What the task requires:
Take the lines below from the first through the one that contains "position:relative; width:2136px; height:1416px;" and copy them exactly.

━━ Given records ━━

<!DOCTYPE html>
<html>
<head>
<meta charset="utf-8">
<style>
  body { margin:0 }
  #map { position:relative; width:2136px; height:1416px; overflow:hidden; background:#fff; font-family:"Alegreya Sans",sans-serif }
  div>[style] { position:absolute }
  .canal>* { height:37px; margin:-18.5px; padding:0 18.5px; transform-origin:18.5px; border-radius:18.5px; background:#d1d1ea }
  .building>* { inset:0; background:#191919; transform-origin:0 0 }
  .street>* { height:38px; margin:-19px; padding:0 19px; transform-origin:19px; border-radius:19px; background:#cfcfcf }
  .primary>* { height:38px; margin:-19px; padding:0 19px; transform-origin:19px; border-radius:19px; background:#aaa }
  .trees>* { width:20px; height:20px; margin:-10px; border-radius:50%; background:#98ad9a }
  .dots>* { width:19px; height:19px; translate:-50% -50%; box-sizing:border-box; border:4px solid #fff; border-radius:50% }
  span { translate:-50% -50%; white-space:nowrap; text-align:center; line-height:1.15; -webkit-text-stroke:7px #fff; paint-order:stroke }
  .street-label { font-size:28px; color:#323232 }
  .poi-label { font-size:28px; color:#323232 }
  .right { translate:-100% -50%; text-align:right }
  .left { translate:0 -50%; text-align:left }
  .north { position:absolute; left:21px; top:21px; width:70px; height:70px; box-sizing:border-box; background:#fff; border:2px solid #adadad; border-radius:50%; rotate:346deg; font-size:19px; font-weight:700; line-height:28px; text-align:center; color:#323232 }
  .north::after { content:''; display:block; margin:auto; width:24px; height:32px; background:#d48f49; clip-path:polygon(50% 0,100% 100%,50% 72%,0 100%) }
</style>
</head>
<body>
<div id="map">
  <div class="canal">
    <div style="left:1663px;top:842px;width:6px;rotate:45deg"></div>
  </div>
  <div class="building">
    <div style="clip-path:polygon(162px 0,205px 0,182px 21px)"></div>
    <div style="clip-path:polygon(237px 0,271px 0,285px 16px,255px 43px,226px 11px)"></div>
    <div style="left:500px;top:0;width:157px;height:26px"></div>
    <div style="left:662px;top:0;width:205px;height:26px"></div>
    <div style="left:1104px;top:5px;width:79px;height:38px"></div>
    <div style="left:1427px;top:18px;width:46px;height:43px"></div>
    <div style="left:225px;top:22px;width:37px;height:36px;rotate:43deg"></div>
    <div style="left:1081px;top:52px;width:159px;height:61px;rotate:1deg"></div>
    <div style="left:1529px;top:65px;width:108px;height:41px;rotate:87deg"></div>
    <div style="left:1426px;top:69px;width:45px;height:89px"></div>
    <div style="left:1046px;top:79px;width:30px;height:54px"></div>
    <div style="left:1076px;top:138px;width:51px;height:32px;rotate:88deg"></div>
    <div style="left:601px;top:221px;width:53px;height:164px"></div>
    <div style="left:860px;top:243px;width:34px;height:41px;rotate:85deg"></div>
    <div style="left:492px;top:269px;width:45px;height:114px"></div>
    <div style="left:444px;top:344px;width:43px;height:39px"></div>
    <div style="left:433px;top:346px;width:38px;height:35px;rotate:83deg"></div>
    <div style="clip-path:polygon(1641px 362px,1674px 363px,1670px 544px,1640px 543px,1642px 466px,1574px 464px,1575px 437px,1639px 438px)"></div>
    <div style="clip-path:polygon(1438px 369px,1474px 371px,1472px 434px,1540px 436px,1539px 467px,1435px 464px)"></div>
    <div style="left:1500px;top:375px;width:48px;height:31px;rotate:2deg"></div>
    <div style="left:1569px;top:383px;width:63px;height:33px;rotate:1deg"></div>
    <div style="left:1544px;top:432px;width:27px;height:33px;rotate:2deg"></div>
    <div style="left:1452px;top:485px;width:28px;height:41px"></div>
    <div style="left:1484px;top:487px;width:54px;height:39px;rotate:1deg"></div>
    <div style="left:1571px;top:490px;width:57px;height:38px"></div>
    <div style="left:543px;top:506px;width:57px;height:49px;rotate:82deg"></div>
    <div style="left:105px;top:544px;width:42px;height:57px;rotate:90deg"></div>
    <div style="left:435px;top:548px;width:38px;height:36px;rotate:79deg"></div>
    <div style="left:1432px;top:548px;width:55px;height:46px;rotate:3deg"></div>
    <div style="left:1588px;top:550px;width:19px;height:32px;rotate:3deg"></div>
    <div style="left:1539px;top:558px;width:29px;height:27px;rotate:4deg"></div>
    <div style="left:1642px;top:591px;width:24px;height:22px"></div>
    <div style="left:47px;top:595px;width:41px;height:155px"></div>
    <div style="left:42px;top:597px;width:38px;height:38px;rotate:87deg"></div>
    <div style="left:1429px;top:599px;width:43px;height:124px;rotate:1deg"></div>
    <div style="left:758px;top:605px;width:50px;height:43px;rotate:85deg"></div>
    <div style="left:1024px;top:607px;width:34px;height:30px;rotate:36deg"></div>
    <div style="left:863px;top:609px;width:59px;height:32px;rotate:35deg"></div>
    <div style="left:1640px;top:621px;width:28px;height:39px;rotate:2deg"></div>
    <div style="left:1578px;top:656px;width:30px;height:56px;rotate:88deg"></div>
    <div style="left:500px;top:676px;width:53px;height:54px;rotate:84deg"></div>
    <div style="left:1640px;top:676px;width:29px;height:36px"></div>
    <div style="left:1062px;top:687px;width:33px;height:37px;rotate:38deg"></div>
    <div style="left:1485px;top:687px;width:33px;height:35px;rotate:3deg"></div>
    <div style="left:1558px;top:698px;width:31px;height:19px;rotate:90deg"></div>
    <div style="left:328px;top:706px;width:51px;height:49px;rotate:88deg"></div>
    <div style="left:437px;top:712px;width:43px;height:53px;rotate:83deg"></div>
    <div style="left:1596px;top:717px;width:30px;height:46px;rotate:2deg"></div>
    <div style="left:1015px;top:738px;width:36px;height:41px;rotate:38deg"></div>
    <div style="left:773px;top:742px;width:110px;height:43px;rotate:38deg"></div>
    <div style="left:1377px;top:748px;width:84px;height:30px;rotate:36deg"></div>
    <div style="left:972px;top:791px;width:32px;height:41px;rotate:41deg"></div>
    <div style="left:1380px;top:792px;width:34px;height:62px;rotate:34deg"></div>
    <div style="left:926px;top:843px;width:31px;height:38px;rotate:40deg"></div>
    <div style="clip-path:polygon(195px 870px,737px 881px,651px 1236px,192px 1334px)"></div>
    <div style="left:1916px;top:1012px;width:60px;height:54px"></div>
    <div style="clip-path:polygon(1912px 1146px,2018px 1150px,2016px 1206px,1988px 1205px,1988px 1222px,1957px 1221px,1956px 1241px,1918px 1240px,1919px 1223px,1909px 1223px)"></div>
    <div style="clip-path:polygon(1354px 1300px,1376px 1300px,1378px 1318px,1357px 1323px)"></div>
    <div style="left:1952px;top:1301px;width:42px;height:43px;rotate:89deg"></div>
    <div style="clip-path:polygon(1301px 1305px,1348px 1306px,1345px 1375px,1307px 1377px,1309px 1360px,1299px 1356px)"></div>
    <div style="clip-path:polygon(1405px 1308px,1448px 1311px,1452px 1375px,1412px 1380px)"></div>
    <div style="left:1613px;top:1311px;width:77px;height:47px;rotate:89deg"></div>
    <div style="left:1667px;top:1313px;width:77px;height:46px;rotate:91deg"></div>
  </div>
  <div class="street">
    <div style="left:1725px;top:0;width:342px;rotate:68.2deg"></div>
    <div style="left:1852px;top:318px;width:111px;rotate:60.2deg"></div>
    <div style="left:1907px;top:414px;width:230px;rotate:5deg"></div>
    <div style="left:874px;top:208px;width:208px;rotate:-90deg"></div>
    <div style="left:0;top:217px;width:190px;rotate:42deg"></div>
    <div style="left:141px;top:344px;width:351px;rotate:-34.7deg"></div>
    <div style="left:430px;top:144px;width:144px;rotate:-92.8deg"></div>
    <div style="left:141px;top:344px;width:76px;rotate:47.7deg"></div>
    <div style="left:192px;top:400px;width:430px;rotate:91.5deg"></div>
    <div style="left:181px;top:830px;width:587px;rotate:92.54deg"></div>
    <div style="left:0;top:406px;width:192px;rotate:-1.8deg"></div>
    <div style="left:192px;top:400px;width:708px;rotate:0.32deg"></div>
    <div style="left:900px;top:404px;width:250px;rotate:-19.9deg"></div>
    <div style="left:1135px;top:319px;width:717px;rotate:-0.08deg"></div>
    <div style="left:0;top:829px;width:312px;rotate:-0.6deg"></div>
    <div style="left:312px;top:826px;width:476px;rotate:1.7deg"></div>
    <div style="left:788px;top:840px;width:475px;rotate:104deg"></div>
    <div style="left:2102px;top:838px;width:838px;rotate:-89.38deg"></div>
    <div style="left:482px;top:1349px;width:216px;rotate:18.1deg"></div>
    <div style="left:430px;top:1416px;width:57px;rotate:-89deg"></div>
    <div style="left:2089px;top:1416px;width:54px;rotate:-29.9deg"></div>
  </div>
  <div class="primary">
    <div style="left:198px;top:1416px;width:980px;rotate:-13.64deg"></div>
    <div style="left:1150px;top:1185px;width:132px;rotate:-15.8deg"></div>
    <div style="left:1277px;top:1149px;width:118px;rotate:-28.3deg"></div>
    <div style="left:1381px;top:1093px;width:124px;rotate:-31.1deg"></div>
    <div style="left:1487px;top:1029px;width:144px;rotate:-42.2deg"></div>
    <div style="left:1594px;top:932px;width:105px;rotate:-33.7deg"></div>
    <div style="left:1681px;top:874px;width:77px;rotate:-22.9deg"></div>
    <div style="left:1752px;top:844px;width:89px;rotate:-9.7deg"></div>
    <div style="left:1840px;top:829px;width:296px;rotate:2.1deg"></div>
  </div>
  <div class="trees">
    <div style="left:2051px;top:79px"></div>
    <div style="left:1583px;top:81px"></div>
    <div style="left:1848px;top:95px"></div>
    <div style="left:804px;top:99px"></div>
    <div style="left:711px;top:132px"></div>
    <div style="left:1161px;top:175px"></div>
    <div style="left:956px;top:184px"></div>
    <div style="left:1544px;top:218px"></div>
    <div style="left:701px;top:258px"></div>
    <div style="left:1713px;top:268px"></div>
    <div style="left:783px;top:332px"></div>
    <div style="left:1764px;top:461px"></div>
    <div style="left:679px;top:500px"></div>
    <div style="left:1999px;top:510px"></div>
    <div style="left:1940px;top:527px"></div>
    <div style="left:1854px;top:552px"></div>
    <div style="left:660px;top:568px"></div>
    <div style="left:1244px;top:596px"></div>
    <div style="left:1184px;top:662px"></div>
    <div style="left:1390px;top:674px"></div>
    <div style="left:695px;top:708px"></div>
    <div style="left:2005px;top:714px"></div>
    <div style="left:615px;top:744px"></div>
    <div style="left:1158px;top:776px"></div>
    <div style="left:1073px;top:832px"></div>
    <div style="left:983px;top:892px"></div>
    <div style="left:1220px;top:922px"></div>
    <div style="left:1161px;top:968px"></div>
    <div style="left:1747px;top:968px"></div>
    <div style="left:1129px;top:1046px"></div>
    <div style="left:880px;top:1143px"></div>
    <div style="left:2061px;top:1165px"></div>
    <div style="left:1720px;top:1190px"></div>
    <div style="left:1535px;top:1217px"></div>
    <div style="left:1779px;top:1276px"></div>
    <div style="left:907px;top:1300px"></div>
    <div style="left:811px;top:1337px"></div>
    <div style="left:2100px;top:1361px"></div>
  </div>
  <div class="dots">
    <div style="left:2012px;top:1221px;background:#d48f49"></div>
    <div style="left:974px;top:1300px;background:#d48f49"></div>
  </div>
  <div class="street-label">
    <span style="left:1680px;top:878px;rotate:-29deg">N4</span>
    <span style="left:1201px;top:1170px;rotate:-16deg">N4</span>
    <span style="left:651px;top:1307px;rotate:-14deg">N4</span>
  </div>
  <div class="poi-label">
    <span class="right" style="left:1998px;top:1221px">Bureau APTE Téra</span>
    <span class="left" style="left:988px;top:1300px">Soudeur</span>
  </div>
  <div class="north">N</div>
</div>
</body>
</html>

━━━

Task response:
<!DOCTYPE html>
<html>
<head>
<meta charset="utf-8">
<style>
  body { margin:0 }
  #map { position:relative; width:2136px; height:1416px; overflow:hidden; background:#fff; font-family:"Alegreya Sans",sans-serif }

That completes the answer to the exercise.